By BETH REINHARD, breinhard@MiamiHerald.com
Eight years ago, the young chairman of the Broward Republican Party appealed to his cohorts to stay out of a divisive petition drive to overturn the county's gay rights law. ``GOP UNITY'' read the banner he unfurled as he walked through a hushed crowd, arguing that the petition would distract from the party's true goal -- electing Republicans.
The young party leader was George LeMieux, tapped by Gov. Charlie Crist on Friday to fill Mel Martinez's unfinished Senate term until the governor can win the post himself in the 2010 election.
The shortcut for a Republican who never won elected office to America's most exclusive political club began in the state's Democratic stronghold. The anti-gay petition drive failed, while LeMieux mobilized a turnout befitting a presidential candidate for Gov. Jeb Bush's reelection. Like Crist, he learned a politically calculated lesson that winning -- not ideology -- is what matters.

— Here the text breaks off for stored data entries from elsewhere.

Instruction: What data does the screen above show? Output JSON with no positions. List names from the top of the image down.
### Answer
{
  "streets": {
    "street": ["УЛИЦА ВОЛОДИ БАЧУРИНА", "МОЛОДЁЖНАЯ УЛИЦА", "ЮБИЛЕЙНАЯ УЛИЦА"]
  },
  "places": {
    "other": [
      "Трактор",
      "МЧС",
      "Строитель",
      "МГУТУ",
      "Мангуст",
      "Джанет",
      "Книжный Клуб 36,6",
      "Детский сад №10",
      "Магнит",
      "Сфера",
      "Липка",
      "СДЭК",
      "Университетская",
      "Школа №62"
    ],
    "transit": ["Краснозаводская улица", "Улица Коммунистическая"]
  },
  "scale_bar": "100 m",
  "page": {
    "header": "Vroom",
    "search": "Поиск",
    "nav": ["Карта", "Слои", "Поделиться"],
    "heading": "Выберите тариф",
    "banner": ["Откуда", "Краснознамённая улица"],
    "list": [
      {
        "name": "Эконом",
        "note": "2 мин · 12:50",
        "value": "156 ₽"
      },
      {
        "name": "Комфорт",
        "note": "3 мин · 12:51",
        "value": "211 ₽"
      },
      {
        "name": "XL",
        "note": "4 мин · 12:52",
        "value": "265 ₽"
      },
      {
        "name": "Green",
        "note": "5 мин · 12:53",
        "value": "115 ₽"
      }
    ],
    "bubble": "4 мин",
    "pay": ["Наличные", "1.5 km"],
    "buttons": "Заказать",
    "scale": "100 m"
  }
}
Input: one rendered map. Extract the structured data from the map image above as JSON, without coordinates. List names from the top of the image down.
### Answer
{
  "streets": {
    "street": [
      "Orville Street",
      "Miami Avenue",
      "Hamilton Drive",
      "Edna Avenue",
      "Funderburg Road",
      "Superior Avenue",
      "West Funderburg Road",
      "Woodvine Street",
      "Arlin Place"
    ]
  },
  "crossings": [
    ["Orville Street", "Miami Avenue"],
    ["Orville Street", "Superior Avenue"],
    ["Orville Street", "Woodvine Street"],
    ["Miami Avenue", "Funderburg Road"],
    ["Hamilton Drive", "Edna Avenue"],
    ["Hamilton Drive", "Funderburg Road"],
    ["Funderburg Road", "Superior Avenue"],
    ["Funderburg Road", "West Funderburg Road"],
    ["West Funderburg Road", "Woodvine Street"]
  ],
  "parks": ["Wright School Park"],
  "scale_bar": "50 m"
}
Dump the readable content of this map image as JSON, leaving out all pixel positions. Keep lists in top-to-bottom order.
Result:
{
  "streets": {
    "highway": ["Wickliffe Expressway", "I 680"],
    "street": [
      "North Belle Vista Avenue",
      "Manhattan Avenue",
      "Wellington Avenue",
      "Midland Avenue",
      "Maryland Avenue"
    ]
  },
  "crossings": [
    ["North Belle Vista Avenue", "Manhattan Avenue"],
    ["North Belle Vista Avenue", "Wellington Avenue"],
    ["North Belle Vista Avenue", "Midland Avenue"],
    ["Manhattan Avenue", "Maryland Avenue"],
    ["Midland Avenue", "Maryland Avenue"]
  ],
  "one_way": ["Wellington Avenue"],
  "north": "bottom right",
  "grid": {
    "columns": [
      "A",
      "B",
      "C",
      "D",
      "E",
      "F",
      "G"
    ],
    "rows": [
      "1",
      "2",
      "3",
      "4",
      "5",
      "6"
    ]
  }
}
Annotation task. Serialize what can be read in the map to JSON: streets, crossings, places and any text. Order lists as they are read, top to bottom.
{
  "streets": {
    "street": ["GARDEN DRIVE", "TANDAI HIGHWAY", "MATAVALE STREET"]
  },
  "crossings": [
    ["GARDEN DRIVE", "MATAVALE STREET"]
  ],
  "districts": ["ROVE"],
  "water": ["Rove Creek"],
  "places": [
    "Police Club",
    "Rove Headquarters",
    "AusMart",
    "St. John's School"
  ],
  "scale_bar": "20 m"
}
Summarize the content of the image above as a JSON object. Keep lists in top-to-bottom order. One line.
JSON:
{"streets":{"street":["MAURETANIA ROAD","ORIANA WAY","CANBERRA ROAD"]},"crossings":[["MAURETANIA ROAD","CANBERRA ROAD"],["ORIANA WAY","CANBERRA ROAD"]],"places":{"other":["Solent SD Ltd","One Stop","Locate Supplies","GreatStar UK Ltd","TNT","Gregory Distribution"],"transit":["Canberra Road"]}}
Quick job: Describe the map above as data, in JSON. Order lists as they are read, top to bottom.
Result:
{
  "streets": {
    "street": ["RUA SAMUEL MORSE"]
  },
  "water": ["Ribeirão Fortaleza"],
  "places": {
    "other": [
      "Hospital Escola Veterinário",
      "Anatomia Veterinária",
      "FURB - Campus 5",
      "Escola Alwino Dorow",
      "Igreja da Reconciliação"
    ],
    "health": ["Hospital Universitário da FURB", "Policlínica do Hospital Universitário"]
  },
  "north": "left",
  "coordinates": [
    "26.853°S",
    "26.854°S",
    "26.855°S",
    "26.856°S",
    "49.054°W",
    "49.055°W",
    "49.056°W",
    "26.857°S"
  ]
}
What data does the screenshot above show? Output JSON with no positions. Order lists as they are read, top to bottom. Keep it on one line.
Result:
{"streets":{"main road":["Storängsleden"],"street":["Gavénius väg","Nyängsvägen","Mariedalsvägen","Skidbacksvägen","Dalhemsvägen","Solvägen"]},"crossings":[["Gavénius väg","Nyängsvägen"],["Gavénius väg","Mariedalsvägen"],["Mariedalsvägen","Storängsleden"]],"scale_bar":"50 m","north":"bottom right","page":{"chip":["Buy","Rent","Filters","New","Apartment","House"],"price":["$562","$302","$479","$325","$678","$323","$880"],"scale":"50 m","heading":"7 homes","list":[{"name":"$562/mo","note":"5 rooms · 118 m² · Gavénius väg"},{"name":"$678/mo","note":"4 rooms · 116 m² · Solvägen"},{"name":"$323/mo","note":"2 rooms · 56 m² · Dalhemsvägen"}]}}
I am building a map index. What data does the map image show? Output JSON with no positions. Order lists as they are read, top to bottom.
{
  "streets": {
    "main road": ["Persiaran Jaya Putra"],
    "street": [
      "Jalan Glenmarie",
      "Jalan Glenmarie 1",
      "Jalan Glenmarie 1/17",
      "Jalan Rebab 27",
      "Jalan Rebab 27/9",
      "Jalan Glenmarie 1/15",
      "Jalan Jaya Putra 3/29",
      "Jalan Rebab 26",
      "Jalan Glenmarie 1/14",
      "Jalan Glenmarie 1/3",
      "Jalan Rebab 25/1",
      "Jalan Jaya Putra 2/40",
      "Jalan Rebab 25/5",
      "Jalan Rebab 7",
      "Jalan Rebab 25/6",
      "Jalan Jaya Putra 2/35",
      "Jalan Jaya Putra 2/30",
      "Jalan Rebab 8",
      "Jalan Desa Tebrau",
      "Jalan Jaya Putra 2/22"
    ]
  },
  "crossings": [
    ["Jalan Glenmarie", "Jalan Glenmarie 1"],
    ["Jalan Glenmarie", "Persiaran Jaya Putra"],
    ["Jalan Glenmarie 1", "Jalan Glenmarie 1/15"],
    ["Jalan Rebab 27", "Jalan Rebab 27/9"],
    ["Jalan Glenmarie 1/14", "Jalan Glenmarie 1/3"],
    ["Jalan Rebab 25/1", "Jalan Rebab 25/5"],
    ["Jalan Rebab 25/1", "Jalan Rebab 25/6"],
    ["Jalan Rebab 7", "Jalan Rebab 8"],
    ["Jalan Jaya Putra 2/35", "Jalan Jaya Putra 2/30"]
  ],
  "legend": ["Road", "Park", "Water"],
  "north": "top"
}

Actually the story began a few years earlier, during LeMieux's first and only bid for public office in 1998. LeMieux, 29, took on a popular Democratic incumbent, Tracy Stafford, who had served in one public office or another for two decades.
LeMieux outworked Stafford and nearly matched him dollar for dollar. He knocked on 10,000 doors with the slogan, ``When was the last time your state representative knocked on your door?'' He even sought to peel off support in the district's large gay community by taking positions in favor of gay adoption and health benefits for same-sex couples.
Three weeks before the election, doctors amputated the lower half of Stafford's left leg. Some said LeMieux might have won the race if not for the sympathy fueled rally by Democratic activists around Stafford in the home stretch.
Losing the election was the best thing that ever happened to LeMieux. It freed him up to head the local party and led him to Crist, who took him to Tallahassee in 2002 as his deputy attorney general and made him chief of staff after he became governor.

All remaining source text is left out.